### EXERCISE DETAILS
Begin with the line containing "Localize all text" and reproduce it and all later lines exactly, through the last line of the records. Add nothing else.

### PROVIDED DATA
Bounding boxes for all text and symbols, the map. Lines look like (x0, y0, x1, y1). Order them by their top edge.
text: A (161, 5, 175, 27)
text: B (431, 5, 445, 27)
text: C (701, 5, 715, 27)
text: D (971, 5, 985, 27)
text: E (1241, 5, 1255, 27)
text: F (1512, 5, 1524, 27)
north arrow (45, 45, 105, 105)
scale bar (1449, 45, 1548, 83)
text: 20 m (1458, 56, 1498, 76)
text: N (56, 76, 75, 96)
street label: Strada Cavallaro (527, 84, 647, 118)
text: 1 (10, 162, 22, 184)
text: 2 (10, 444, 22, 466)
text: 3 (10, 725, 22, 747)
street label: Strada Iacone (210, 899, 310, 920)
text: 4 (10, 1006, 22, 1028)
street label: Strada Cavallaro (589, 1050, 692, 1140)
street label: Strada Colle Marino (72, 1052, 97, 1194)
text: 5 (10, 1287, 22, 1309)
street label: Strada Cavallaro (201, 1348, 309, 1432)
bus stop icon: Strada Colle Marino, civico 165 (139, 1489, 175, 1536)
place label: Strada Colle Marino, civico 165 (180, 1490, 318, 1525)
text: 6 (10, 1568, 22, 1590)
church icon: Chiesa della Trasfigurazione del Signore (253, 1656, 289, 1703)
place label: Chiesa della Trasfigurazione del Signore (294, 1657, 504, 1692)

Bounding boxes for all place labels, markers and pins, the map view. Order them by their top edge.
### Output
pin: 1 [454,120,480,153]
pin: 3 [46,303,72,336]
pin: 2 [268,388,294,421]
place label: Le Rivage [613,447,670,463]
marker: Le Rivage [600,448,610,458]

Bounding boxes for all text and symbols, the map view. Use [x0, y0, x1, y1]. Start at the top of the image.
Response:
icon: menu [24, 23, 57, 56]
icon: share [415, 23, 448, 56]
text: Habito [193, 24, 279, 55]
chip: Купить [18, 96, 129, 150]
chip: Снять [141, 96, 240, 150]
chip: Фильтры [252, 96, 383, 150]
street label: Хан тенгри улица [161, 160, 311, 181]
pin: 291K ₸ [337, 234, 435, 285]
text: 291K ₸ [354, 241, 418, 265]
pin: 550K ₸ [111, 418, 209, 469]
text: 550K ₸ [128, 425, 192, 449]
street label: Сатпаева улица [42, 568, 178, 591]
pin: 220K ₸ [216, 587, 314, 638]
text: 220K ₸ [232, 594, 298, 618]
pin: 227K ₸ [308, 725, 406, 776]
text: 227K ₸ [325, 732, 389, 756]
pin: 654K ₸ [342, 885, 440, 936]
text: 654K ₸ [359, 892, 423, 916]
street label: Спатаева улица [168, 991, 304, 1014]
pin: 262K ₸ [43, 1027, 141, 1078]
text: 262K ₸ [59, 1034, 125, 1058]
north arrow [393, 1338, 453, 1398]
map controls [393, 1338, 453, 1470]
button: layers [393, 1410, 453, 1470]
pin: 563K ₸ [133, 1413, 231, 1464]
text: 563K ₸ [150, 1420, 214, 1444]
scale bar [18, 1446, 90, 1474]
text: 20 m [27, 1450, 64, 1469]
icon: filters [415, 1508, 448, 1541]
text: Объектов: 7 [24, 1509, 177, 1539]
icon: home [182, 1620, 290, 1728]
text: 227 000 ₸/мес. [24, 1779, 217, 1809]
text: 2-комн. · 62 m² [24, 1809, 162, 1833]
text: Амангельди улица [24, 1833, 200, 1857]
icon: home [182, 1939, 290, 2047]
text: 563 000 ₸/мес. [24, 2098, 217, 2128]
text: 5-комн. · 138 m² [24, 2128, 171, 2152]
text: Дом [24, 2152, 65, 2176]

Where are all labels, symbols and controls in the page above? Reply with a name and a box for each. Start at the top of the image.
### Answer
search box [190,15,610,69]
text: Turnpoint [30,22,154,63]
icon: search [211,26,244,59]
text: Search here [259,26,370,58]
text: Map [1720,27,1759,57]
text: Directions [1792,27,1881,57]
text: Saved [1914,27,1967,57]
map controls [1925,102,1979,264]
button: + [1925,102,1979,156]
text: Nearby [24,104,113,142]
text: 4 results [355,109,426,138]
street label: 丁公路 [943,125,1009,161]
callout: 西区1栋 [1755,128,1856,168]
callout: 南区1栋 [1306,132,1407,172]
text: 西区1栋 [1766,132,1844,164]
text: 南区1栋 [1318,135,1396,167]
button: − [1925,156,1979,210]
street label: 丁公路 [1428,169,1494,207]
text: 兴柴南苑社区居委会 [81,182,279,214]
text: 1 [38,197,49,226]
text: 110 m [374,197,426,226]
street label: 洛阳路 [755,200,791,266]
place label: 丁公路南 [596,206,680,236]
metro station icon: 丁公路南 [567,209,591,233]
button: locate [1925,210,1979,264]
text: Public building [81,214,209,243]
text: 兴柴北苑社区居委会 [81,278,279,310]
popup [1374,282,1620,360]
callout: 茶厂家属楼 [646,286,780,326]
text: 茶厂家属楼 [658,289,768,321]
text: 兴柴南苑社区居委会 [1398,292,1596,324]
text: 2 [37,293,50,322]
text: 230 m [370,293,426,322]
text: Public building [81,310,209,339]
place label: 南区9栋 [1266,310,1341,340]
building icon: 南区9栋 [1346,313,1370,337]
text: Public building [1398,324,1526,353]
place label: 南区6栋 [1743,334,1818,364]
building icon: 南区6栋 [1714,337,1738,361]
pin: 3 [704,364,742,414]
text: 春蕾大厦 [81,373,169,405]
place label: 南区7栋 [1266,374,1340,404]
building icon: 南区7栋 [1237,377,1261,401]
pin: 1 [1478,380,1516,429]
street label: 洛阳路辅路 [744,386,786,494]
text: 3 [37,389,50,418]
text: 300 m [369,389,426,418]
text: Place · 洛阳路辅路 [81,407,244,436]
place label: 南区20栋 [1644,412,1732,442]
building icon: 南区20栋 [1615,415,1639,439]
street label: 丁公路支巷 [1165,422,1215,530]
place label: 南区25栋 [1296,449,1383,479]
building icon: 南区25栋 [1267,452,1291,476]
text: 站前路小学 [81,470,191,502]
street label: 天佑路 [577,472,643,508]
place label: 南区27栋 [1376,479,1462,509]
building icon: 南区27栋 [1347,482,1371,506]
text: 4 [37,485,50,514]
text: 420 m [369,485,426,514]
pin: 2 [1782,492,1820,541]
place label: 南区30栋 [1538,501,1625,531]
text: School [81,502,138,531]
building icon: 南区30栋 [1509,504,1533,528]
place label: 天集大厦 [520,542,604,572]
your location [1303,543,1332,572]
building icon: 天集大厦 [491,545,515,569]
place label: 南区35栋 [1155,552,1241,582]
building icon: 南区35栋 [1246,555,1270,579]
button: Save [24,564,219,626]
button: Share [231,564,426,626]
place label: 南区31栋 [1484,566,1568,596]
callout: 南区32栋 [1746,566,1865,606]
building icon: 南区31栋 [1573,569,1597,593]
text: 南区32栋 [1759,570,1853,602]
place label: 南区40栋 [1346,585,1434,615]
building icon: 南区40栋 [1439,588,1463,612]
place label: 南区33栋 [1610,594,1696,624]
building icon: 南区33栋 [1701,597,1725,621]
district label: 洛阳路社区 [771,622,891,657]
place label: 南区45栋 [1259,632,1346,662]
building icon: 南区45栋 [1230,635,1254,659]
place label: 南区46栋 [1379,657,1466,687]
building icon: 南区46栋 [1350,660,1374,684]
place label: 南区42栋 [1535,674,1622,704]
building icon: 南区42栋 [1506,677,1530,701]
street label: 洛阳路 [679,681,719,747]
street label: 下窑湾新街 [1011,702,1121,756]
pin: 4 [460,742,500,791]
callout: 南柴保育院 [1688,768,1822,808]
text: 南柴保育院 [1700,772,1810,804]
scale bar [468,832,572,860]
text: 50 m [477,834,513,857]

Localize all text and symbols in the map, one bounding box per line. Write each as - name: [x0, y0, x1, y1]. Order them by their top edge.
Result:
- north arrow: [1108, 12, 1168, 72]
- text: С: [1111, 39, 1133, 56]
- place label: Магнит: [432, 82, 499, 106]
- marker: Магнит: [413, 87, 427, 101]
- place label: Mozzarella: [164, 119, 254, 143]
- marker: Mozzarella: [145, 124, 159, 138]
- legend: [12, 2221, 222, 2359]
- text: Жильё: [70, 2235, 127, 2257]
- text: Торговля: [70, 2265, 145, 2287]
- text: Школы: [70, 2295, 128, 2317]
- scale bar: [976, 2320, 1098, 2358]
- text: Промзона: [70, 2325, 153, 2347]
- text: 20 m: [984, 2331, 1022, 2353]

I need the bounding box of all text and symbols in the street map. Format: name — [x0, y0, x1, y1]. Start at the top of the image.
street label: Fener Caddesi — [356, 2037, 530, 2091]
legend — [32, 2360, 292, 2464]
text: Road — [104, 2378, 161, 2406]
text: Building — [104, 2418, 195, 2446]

### TASK RESPONSE
Localize all text and symbols in the map, one bounding box per line. Write each as - name: [x0, y0, x1, y1]. Order them by their top edge.
Result:
- north arrow: [1108, 12, 1168, 72]
- text: С: [1111, 39, 1133, 56]
- place label: Магнит: [432, 82, 499, 106]
- marker: Магнит: [413, 87, 427, 101]
- place label: Mozzarella: [164, 119, 254, 143]
- marker: Mozzarella: [145, 124, 159, 138]
- legend: [12, 2221, 222, 2359]
- text: Жильё: [70, 2235, 127, 2257]
- text: Торговля: [70, 2265, 145, 2287]
- text: Школы: [70, 2295, 128, 2317]
- scale bar: [976, 2320, 1098, 2358]
- text: Промзона: [70, 2325, 153, 2347]
- text: 20 m: [984, 2331, 1022, 2353]

I need the bounding box of all text and symbols in the street map. Format: name — [x0, y0, x1, y1]. Start at the top of the image.
street label: Fener Caddesi — [356, 2037, 530, 2091]
legend — [32, 2360, 292, 2464]
text: Road — [104, 2378, 161, 2406]
text: Building — [104, 2418, 195, 2446]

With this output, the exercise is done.